EXERCISE PROMPT — Where does the word "image" occur in the data below? Copy each line that holds it.

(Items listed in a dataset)
##############################

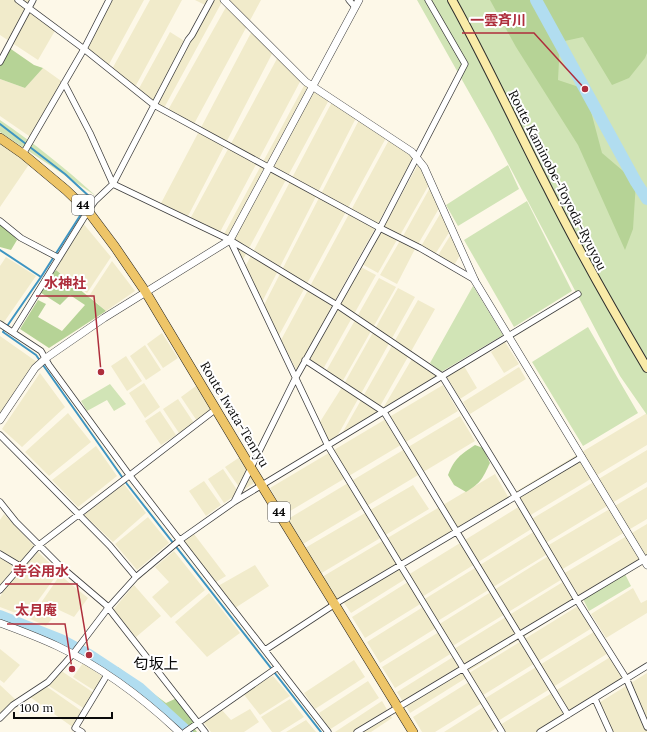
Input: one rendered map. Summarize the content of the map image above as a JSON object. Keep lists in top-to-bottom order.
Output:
{
  "streets": {
    "main road": ["Route Kaminobe-Toyoda-Ryuyou", "44", "Route Iwata-Tenryu"]
  },
  "districts": ["匂坂上"],
  "places": [
    "一雲斉川",
    "水神社",
    "寺谷用水",
    "太月庵"
  ],
  "scale_bar": "100 m"
}
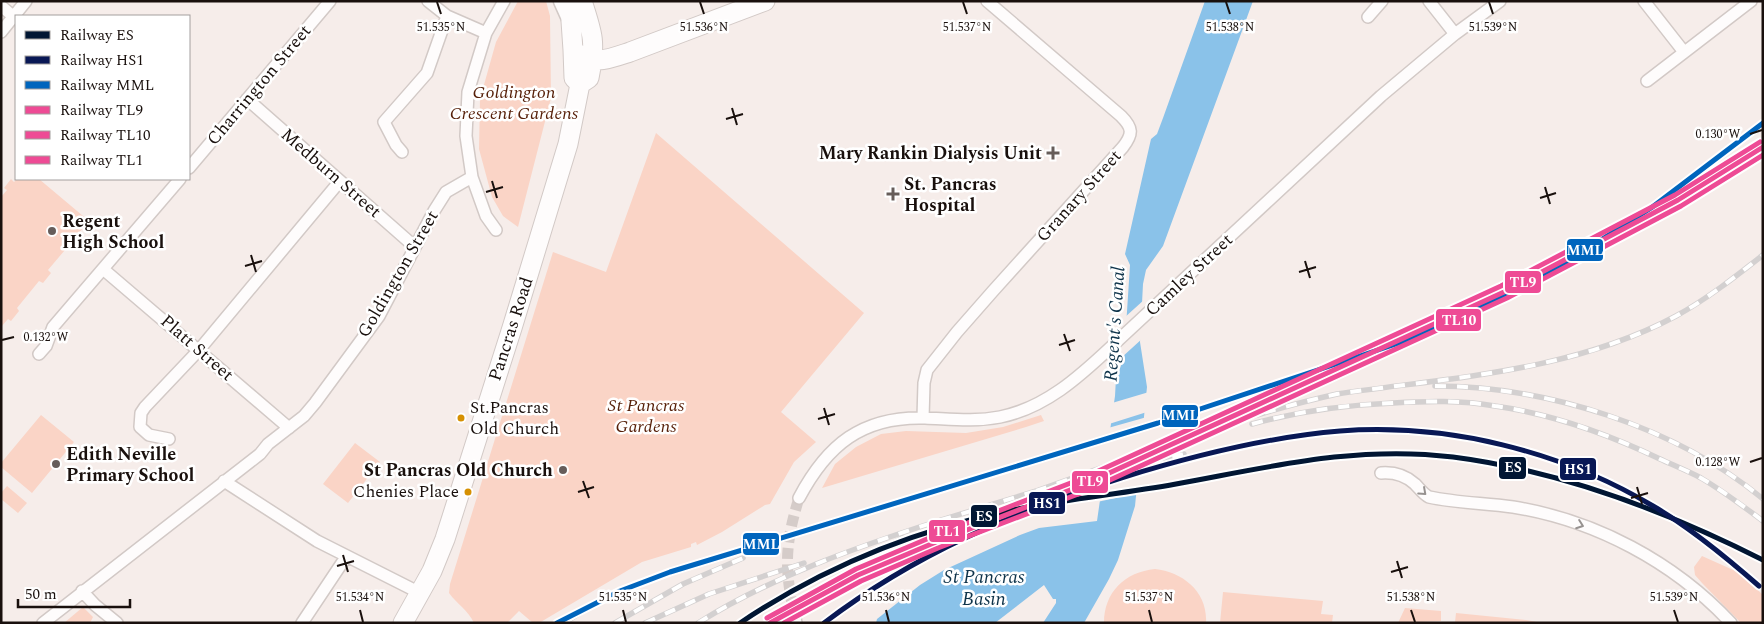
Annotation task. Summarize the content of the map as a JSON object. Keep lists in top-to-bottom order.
{
  "streets": {
    "main road": ["Pancras Road"],
    "street": [
      "Charrington Street",
      "Medburn Street",
      "Granary Street",
      "Goldington Street",
      "Camley Street",
      "Platt Street"
    ]
  },
  "crossings": [
    ["Charrington Street", "Medburn Street"],
    ["Medburn Street", "Goldington Street"],
    ["Granary Street", "Camley Street"],
    ["Goldington Street", "Platt Street"]
  ],
  "water": ["Regent's Canal", "St Pancras Basin"],
  "parks": ["Goldington Crescent Gardens", "St Pancras Gardens"],
  "places": {
    "health": ["Mary Rankin Dialysis Unit", "St. Pancras Hospital"],
    "other": [
      "Regent High School",
      "St.Pancras Old Church",
      "Edith Neville Primary School",
      "St Pancras Old Church",
      "Chenies Place"
    ]
  },
  "lines": [
    "rail line MML",
    "rail line TL1",
    "rail line TL9",
    "rail line TL10",
    "rail line HS1",
    "rail line ES"
  ],
  "legend": [
    "Railway ES",
    "Railway HS1",
    "Railway MML",
    "Railway TL9",
    "Railway TL10",
    "Railway TL1"
  ],
  "scale_bar": "50 m",
  "coordinates": [
    "51.535°N",
    "51.536°N",
    "51.537°N",
    "51.538°N",
    "51.539°N",
    "0.130°W",
    "0.132°W",
    "0.128°W",
    "51.534°N"
  ]
}
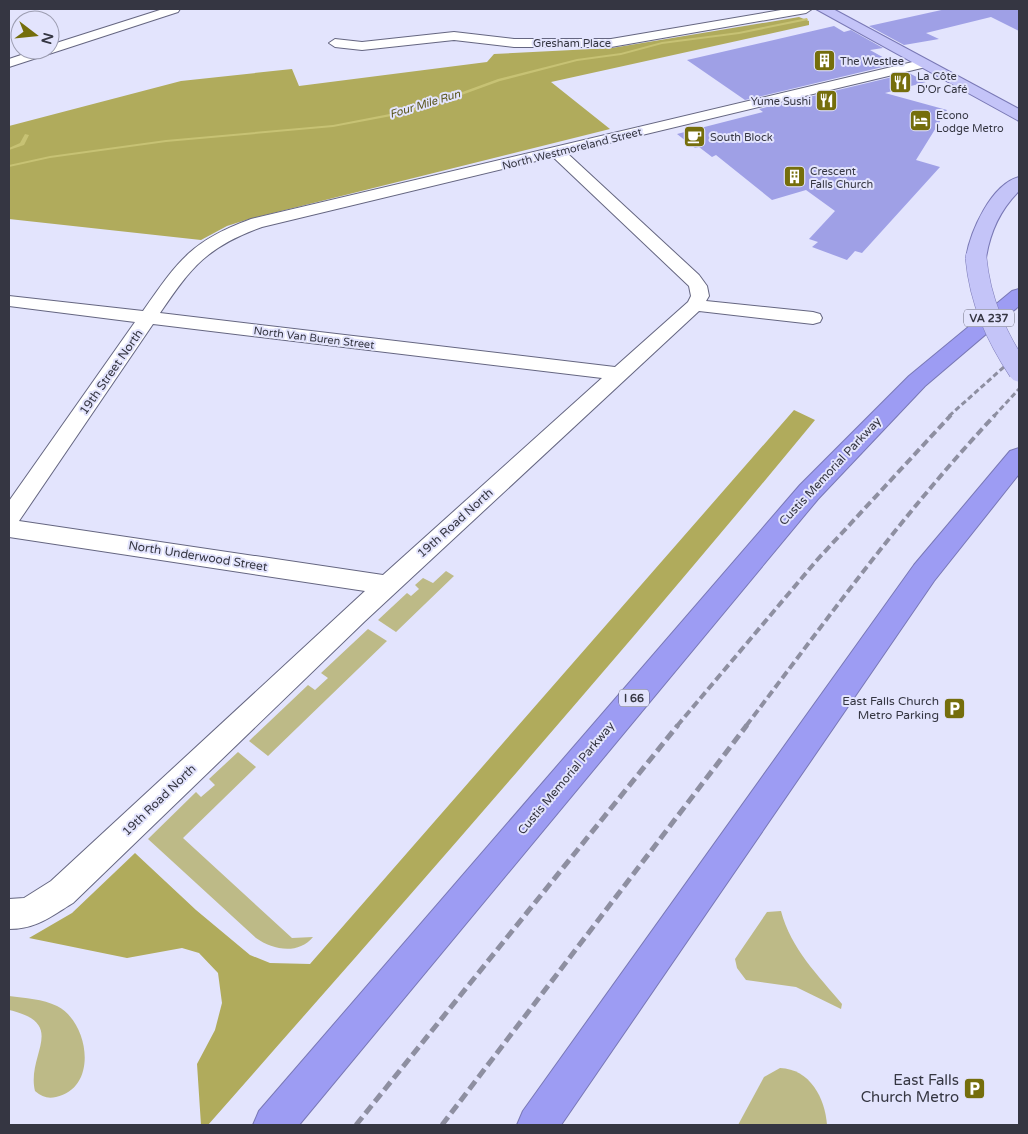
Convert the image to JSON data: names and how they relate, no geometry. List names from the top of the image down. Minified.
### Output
{"streets":{"highway":["Custis Memorial Parkway","I 66"],"main road":["VA 237"],"street":["Gresham Place","North Westmoreland Street","North Van Buren Street","19th Street North","19th Road North","North Underwood Street"]},"crossings":[["North Westmoreland Street","19th Street North"],["North Van Buren Street","19th Street North"],["North Van Buren Street","19th Road North"],["19th Road North","North Underwood Street"]],"water":["Four Mile Run"],"places":{"building":["The Westlee","Crescent Falls Church"],"restaurant":["La Côte D'Or Café","Yume Sushi"],"hotel":["Econo Lodge Metro"],"cafe":["South Block"],"parking":["East Falls Church Metro Parking","East Falls Church Metro"]},"north":"right"}
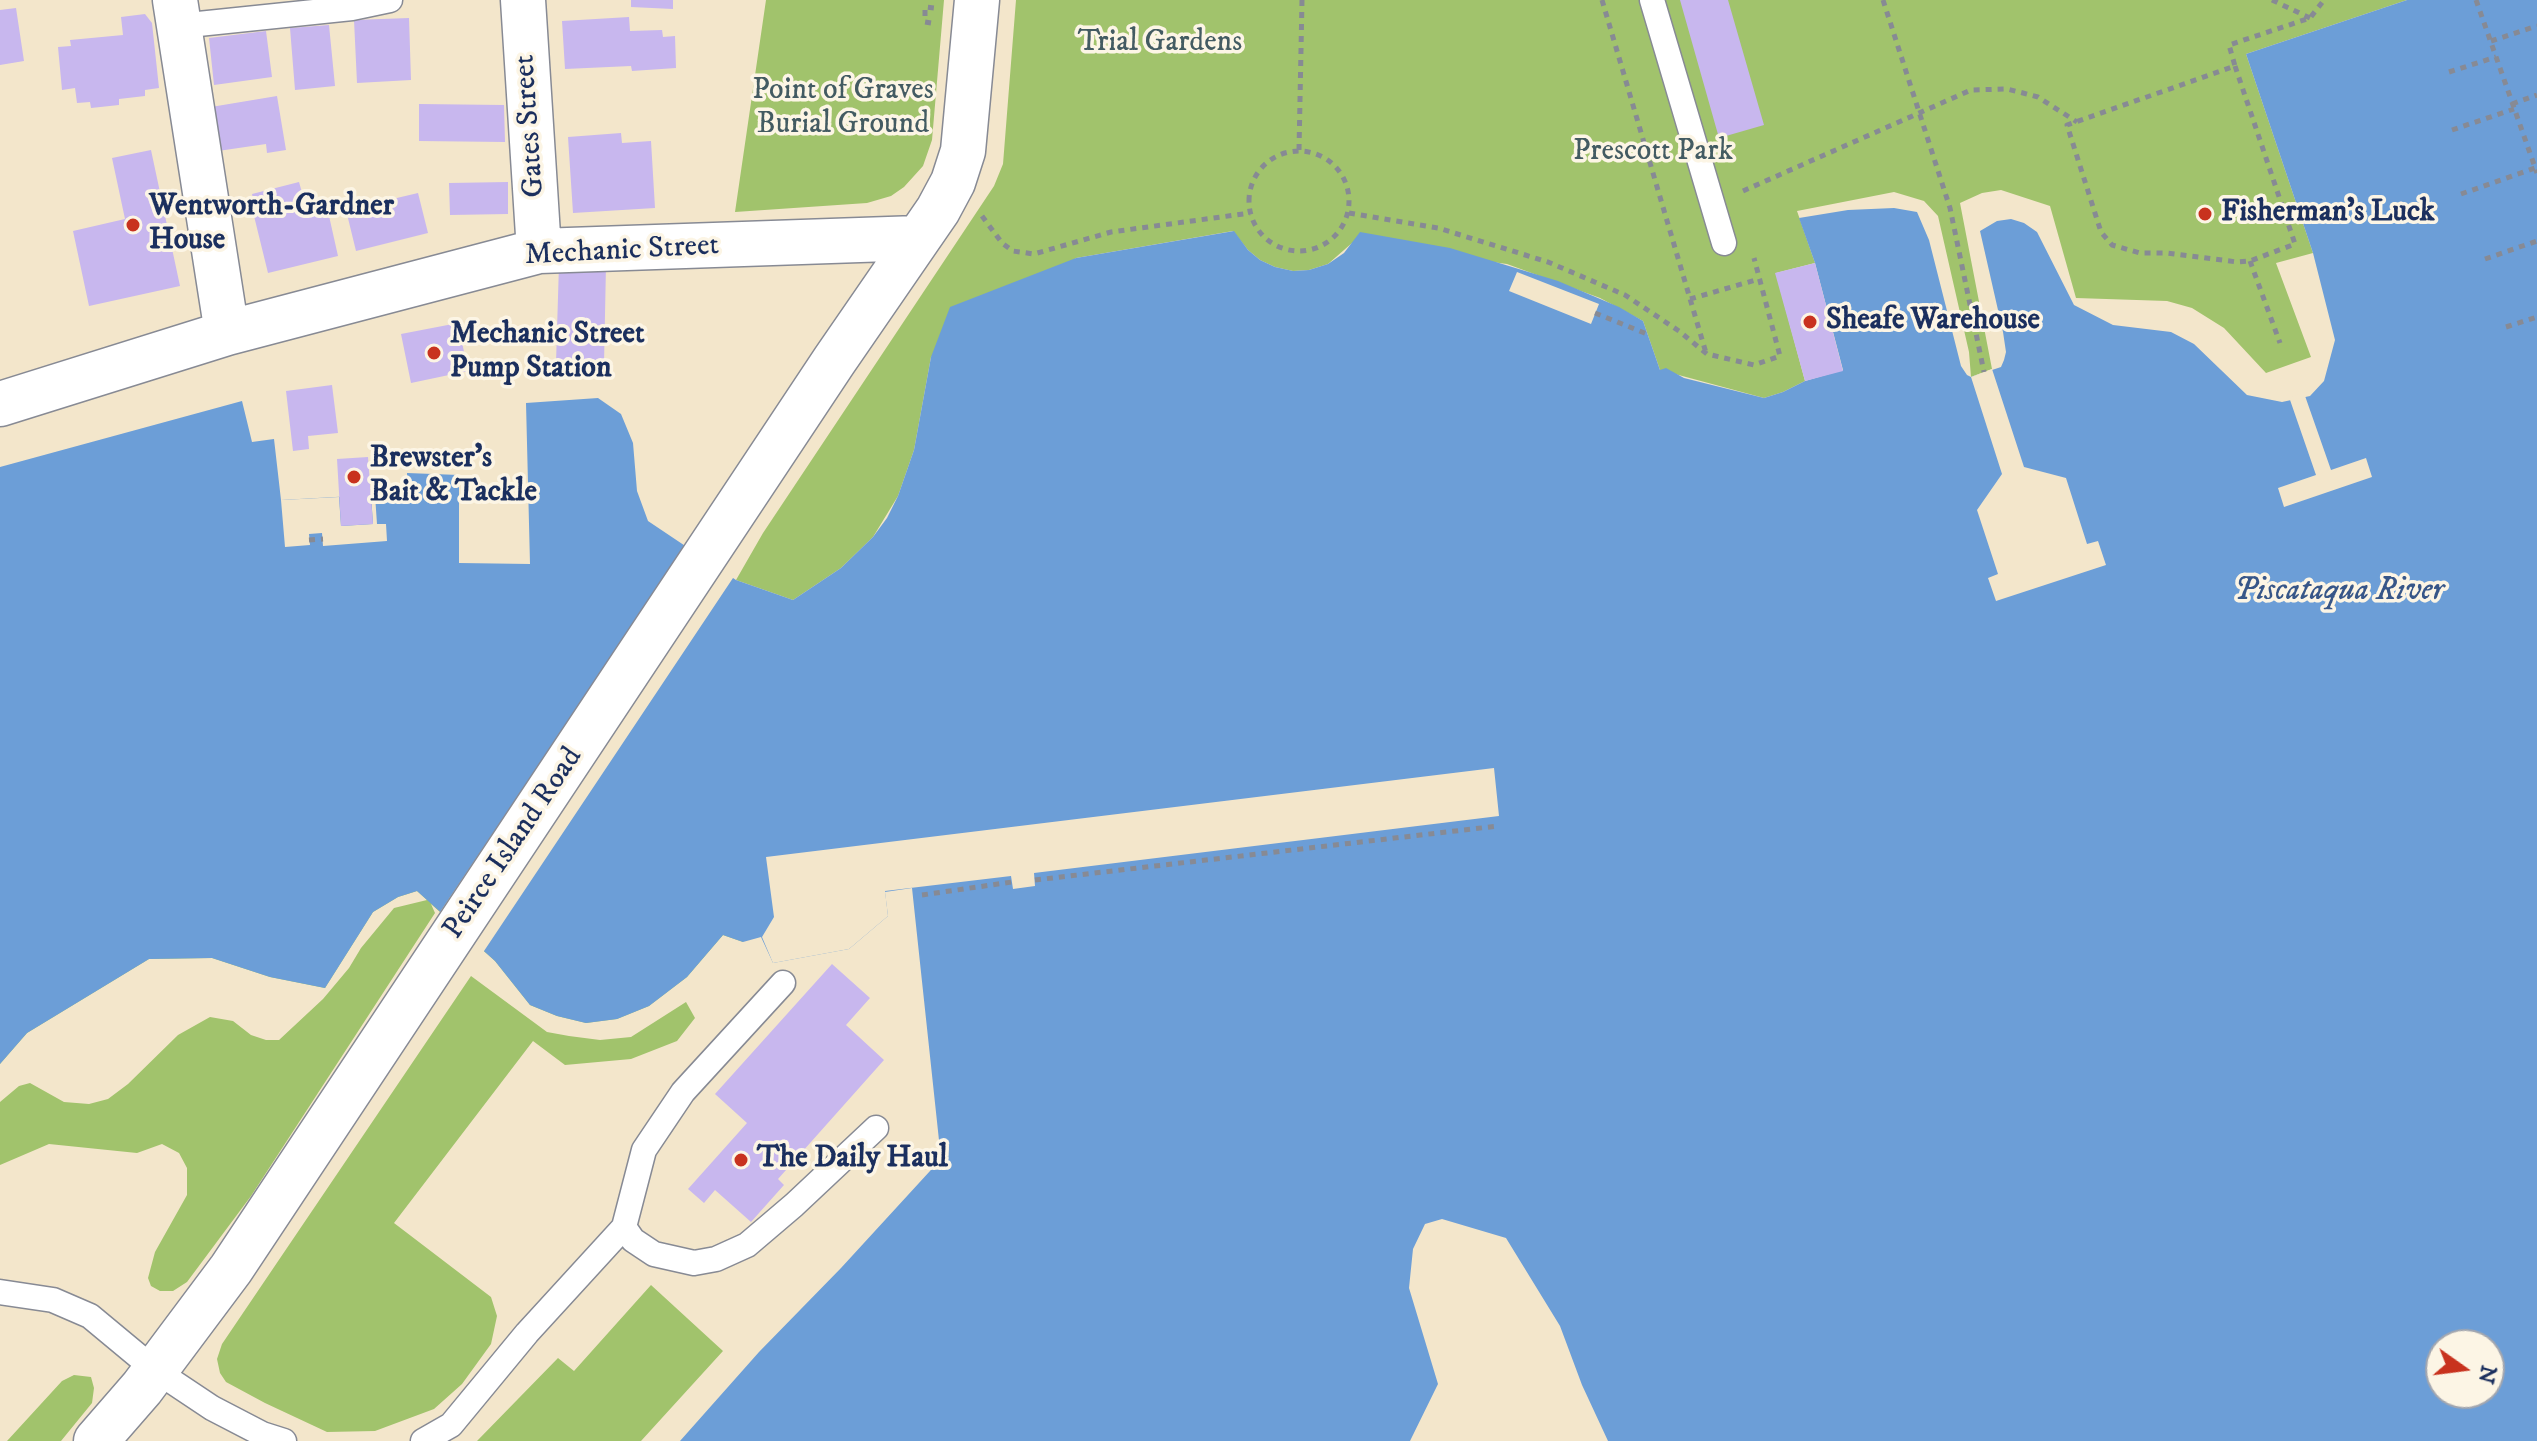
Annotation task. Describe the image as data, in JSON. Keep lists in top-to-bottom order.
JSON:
{
  "streets": {
    "street": ["Gates Street", "Mechanic Street", "Peirce Island Road"]
  },
  "crossings": [
    ["Gates Street", "Mechanic Street"],
    ["Mechanic Street", "Peirce Island Road"]
  ],
  "water": ["Piscataqua River"],
  "parks": ["Trial Gardens", "Point of Graves Burial Ground", "Prescott Park"],
  "places": [
    "Fisherman’s Luck",
    "Wentworth-Gardner House",
    "Sheafe Warehouse",
    "Mechanic Street Pump Station",
    "Brewster's Bait & Tackle",
    "The Daily Haul"
  ],
  "north": "right"
}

##############################

RESPONSE TO THE EXERCISE —
Input: one rendered map. Summarize the content of the map image above as a JSON object. Keep lists in top-to-bottom order.
Convert the image to JSON data: names and how they relate, no geometry. List names from the top of the image down. Minified.
Annotation task. Describe the image as data, in JSON. Keep lists in top-to-bottom order.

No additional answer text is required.